Isabel wasn’t afraid of bears. Nash wasn’t afraid of expanding children’s vocabularies; how many current books for children can claim the same?

Advertisement

Tens of thousands of children spent the weekend glued to the latest Harry Potter book, proving once again that we don’t need to bribe kids to read. We just need to give them something worth reading. Though juvenile literature is churned out by the mile, too much of it assumes that youngsters will read only books with shallow plots, super-simple vocabulary and stories that reflect their own world and concerns. J.K. Rowling proves that assumption wrong with 800-plus pages of well-organized storytelling, immaculate English usage and enticing plays on Latin words.

Contrast that with the hullabaloo in the Riverside Unified School District, which recently decided to keep “The Adventures of Super Diaper Baby” on its shelves. A grandmother had complained about the book in Dav Pilkey’s “Captain Underpants” comics-style series, laden with scatological references and intentional misspellings. The effort to ban a tasteless toilet-humor book was misguided, but even more troubling were the cries from literacy advocates that without this book, children could not be lured from television and toward reading.

Are we really at a point where we can’t imagine children enjoying a book without the likes of Pilkey’s Pippy P. Poopypants?

Aesop might never have existed, but the fables by that name have endured for 2,500 years, featuring creatures such as talking tortoises rather than talking toilets. “D’Aulaires’ Book of Greek Myths” has attracted children to its spellbinding stories for four decades. (And “The Adventures of Isabel” is still available at several sites online. One, members.tripod.com/~f_fly/isobel.html, is illustrated.)

Publishers say there are too few writers like J.K. Rowling.
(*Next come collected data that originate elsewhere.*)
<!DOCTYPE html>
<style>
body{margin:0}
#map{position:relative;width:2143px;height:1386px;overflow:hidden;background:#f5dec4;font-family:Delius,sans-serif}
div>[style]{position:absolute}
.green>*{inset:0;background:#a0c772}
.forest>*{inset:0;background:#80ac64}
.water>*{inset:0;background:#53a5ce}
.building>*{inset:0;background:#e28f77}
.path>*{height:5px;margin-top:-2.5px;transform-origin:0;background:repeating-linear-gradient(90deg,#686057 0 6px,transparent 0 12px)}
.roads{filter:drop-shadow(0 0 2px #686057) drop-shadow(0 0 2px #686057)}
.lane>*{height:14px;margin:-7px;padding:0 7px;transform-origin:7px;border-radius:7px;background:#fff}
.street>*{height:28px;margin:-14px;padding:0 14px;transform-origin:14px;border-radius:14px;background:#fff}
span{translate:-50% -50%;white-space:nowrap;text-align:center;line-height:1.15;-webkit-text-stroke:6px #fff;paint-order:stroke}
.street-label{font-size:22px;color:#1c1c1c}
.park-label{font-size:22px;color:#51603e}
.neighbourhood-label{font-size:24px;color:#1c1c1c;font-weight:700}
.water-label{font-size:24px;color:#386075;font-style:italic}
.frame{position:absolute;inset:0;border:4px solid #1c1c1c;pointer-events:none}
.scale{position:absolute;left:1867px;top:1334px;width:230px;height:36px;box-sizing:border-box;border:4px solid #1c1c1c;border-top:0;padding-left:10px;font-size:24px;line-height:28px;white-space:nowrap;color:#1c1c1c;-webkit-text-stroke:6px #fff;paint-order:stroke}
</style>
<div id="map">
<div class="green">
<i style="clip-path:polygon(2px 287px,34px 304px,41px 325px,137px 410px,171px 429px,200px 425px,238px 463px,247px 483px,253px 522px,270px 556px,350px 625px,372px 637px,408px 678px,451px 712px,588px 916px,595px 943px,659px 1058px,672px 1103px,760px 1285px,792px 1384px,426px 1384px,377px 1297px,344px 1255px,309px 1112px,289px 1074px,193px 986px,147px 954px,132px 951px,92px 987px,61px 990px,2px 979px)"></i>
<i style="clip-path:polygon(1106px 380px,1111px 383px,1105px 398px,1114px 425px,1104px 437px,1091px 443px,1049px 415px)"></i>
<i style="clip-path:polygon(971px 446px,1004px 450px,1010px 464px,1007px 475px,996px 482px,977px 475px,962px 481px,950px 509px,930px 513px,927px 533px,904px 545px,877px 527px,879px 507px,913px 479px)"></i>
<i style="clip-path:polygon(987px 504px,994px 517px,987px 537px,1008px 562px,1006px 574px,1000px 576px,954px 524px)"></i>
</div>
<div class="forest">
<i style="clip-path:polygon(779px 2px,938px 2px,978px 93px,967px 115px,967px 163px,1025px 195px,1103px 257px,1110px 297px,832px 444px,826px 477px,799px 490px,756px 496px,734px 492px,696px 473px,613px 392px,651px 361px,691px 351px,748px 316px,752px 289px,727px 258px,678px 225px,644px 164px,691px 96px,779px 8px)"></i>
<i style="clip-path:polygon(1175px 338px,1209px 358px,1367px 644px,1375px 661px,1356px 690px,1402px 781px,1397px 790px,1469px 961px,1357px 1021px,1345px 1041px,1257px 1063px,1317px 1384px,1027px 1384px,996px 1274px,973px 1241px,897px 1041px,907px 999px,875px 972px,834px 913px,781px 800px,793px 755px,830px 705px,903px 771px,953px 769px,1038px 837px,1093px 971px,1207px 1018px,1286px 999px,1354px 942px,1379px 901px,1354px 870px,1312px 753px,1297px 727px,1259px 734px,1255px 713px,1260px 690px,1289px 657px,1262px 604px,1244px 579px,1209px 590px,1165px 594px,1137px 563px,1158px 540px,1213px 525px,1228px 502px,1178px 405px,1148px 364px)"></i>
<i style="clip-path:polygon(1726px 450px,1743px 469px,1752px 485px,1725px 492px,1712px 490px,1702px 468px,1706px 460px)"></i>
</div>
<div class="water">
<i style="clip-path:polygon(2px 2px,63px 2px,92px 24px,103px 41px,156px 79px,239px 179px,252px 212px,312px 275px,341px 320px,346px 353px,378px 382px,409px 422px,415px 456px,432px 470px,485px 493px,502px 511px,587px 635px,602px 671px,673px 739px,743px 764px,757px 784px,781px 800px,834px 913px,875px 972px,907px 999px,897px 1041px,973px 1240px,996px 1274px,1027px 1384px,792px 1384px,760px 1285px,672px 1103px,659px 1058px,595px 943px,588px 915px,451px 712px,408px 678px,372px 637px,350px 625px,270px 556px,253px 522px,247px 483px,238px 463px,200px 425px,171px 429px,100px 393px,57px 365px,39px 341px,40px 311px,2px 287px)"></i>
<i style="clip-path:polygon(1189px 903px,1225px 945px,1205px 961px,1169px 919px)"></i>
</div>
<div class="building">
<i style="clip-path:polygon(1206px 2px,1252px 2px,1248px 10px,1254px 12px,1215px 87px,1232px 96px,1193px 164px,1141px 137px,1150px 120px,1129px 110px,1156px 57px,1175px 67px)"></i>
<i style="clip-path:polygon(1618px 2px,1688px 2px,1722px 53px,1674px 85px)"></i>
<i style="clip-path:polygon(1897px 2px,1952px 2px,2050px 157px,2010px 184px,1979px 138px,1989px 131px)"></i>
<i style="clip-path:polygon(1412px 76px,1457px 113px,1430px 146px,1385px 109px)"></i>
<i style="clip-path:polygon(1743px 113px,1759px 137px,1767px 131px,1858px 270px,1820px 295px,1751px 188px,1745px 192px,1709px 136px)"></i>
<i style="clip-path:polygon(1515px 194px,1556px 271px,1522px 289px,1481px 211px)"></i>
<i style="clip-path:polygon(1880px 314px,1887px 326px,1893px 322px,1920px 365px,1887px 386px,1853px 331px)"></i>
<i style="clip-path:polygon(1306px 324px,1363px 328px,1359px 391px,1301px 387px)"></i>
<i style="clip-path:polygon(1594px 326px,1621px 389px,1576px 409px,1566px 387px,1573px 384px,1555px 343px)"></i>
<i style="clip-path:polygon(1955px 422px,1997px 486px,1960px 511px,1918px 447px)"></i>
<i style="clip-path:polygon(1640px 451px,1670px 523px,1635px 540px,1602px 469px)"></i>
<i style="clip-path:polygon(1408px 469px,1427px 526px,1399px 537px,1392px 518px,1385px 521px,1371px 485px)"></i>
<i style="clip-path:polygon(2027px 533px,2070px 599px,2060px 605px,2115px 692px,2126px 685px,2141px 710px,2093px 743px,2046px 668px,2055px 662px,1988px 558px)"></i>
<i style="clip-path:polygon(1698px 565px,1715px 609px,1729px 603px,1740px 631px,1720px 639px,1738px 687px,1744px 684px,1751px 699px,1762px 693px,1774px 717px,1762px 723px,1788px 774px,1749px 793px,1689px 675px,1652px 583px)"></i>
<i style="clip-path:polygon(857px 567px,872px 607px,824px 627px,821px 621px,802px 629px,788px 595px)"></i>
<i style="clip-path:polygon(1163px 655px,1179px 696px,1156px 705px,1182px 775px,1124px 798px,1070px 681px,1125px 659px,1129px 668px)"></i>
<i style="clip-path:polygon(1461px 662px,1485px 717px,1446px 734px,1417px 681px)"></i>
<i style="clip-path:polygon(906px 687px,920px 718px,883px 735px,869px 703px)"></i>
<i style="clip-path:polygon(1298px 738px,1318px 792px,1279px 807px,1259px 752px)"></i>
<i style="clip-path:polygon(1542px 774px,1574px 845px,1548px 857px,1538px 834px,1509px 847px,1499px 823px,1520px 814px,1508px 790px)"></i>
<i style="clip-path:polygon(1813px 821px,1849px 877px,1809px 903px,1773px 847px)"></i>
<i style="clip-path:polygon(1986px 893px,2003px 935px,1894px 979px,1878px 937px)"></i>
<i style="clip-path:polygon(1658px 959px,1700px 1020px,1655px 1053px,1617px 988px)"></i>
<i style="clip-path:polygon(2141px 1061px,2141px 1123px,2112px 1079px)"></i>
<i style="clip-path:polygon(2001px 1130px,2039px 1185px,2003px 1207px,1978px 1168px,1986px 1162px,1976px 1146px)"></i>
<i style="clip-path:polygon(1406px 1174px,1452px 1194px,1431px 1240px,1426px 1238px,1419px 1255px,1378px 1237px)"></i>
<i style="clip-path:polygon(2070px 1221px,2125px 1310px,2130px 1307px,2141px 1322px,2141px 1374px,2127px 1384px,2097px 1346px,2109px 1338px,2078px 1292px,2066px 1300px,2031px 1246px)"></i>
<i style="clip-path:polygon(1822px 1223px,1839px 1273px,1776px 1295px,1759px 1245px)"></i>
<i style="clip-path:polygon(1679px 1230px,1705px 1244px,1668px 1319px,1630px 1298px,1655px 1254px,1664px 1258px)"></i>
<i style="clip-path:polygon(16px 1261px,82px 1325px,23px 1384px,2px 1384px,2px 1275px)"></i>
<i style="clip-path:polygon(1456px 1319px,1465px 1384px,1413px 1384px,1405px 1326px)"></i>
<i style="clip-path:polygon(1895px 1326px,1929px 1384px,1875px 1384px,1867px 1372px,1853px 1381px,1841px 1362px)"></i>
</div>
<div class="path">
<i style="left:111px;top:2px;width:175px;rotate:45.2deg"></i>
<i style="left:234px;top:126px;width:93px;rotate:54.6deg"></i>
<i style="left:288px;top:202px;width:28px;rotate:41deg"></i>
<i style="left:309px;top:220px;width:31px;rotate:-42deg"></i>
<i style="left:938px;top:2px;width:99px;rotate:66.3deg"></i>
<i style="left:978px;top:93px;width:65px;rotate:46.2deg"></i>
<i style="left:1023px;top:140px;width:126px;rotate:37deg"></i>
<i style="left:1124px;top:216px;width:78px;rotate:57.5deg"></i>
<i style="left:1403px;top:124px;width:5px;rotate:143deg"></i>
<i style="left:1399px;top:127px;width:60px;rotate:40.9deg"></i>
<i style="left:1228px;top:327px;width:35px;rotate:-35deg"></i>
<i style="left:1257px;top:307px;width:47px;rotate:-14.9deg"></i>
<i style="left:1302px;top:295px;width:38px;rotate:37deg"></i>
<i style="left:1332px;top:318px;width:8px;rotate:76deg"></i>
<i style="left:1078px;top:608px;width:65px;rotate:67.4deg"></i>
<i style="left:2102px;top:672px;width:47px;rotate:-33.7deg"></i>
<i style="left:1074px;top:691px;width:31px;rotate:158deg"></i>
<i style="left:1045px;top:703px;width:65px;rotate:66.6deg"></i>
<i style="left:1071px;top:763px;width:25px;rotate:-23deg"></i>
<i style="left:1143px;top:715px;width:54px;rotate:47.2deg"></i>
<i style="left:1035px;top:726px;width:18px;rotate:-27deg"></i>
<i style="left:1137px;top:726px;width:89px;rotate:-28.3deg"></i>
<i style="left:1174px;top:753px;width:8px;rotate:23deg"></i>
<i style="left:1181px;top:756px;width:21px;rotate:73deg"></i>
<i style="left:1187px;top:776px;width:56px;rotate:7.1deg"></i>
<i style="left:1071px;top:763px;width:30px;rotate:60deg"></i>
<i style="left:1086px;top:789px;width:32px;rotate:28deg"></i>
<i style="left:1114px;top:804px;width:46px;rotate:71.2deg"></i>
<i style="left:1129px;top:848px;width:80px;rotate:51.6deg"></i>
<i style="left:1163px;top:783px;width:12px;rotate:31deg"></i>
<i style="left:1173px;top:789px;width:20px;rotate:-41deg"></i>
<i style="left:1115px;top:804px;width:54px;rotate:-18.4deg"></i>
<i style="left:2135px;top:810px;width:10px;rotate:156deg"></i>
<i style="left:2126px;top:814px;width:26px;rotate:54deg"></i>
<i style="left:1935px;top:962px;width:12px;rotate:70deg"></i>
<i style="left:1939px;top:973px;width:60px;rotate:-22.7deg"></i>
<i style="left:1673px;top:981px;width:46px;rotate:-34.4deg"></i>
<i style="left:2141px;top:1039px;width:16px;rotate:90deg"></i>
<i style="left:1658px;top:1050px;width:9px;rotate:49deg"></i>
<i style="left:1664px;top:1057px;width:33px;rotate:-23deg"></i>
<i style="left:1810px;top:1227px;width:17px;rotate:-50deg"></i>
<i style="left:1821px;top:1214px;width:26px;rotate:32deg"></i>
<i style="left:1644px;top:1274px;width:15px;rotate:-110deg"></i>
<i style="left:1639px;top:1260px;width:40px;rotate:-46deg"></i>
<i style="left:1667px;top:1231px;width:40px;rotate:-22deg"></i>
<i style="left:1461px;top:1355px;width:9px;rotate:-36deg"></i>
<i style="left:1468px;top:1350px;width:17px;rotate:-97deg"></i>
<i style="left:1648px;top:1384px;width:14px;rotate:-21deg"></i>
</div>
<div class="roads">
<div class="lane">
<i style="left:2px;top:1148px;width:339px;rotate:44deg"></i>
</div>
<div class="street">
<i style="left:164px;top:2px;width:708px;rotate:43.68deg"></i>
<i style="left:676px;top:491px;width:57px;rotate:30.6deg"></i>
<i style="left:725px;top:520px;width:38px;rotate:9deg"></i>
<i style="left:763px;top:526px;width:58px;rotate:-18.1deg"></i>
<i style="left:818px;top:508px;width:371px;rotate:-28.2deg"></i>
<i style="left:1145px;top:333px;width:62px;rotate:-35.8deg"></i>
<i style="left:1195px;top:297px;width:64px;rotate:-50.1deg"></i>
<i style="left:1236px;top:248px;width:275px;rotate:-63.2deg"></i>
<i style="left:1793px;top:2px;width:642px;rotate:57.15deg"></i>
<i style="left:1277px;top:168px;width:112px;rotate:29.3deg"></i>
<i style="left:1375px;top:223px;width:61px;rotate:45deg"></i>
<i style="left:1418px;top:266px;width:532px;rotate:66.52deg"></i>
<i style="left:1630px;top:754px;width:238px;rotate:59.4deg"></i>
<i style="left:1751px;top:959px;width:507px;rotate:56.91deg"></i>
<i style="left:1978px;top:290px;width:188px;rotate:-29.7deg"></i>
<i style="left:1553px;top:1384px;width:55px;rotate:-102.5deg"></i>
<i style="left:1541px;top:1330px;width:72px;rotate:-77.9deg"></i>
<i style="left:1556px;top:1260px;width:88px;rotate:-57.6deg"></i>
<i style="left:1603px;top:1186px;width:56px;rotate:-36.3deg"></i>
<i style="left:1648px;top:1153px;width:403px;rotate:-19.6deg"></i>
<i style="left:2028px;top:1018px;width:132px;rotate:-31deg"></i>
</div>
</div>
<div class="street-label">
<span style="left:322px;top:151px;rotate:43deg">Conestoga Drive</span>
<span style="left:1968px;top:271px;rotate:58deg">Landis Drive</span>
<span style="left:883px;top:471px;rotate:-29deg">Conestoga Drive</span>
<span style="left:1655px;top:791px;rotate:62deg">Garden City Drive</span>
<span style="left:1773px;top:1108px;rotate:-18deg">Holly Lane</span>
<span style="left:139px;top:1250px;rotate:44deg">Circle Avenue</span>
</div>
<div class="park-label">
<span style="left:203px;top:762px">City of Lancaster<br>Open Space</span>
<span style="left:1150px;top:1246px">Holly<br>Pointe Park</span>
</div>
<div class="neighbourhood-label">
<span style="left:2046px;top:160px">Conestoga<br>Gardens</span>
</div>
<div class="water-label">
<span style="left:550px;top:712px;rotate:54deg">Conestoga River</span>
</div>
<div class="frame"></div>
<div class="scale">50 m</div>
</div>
But they keep publishing banal books tied to action movies and TV, while the first Rowling book, “Harry Potter and the Philosopher’s Stone,” was rejected repeatedly. The book was renamed “Harry Potter and the Sorcerer’s Stone” in the United States because the publisher was afraid American children would be stopped by a phrase that refers to an imaginary substance in alchemy. More likely, children will rise to the level we expect of them.